▶ [What needs to be done] Gather the lines below that include the string "Mundo", copying each in full.

▶ [Stored entries]
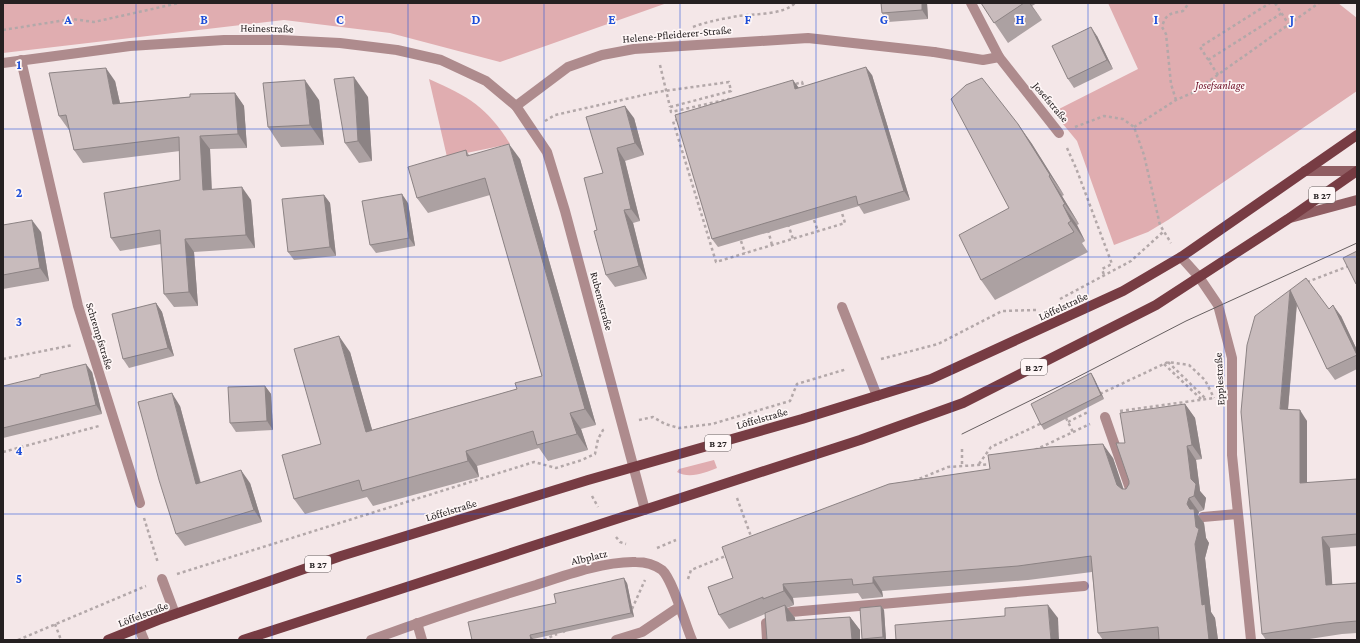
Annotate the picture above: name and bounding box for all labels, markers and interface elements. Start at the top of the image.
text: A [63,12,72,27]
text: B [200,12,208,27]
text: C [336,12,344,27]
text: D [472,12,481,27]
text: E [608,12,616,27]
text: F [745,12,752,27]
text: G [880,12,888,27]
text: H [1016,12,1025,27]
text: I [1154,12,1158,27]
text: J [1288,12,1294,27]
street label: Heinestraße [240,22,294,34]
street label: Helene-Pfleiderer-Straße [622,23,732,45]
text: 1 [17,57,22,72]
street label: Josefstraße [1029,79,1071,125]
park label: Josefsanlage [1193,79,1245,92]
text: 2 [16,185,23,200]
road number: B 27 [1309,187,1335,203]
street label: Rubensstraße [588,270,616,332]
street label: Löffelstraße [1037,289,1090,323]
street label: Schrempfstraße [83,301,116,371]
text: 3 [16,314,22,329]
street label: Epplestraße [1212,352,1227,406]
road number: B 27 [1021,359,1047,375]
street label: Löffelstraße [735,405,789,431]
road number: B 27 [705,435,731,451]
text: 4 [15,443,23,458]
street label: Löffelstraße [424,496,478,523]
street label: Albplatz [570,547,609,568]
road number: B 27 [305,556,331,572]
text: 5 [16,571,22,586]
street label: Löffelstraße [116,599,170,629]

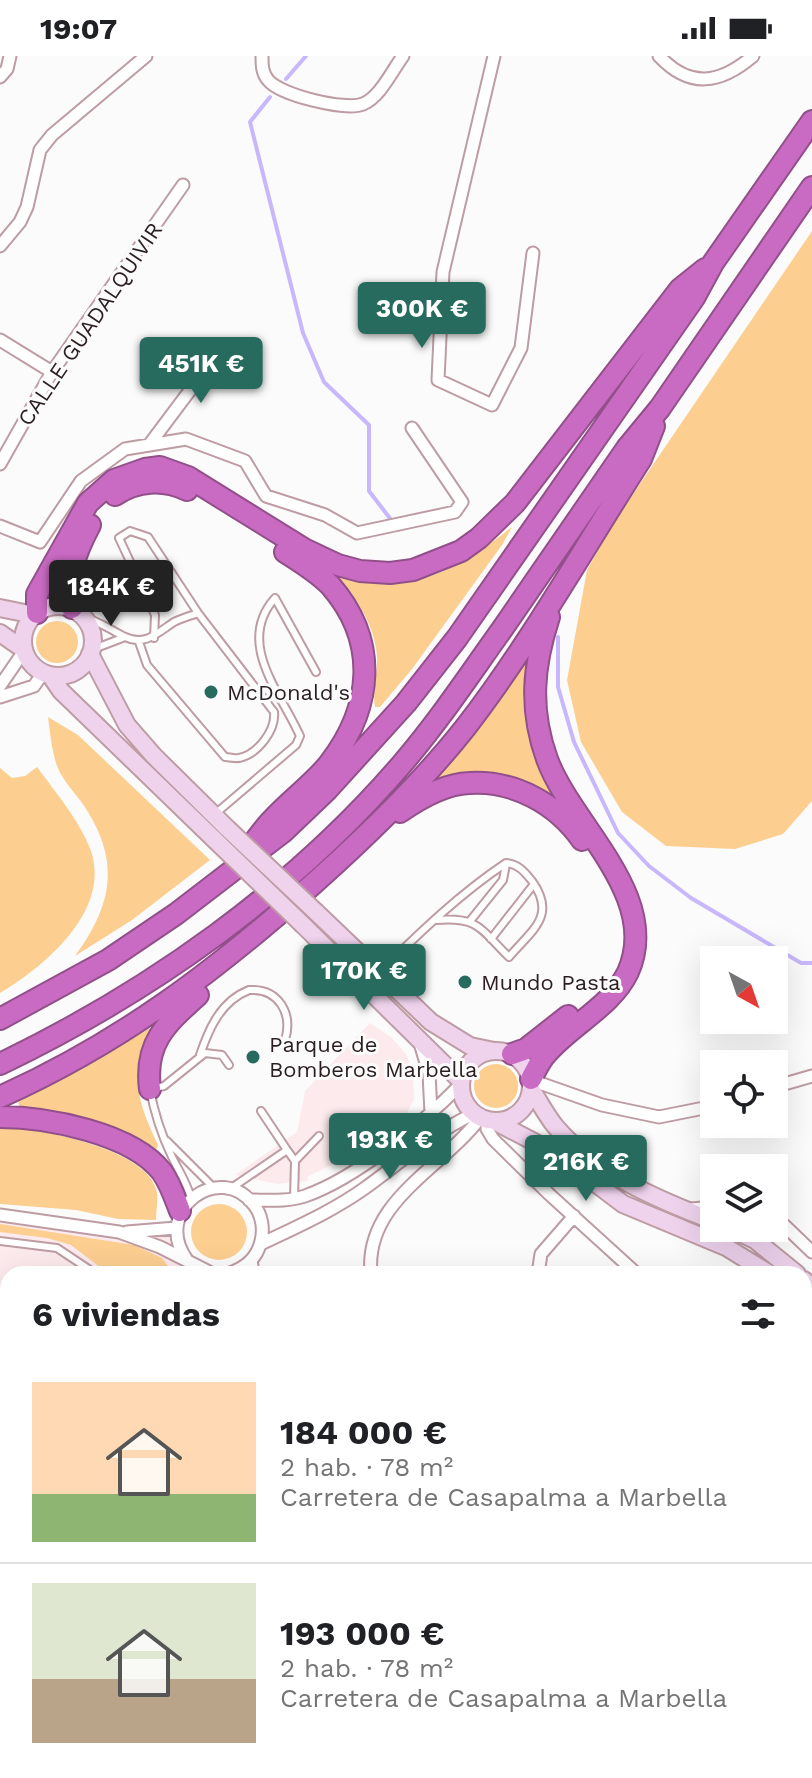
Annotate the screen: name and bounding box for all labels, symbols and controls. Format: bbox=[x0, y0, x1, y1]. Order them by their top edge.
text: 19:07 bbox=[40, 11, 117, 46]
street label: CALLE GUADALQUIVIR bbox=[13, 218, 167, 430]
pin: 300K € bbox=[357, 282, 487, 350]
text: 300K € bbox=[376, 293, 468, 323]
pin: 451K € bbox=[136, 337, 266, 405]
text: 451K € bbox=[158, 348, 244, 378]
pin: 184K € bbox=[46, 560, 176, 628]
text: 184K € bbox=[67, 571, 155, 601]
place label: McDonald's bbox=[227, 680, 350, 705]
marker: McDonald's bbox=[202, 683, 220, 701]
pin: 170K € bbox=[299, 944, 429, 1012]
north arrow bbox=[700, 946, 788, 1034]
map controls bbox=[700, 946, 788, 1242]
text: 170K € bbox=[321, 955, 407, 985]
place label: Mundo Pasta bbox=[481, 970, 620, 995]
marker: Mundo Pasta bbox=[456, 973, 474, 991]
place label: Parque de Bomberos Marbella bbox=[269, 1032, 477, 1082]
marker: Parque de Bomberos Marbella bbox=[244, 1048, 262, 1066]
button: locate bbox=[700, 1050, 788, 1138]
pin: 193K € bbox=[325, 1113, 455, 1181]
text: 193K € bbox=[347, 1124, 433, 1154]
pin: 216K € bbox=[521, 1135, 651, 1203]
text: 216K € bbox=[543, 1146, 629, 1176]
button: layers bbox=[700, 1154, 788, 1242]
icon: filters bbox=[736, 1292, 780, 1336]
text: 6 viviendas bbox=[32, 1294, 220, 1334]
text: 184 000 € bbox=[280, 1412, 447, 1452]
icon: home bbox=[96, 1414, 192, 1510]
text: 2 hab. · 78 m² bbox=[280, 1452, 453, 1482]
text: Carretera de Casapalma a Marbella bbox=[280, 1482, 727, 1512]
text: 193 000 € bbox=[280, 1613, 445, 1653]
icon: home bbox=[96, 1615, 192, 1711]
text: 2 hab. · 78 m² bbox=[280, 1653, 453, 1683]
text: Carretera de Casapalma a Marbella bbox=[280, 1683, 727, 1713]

▶ [Worked solution]
place label: Mundo Pasta bbox=[481, 970, 620, 995]
marker: Mundo Pasta bbox=[456, 973, 474, 991]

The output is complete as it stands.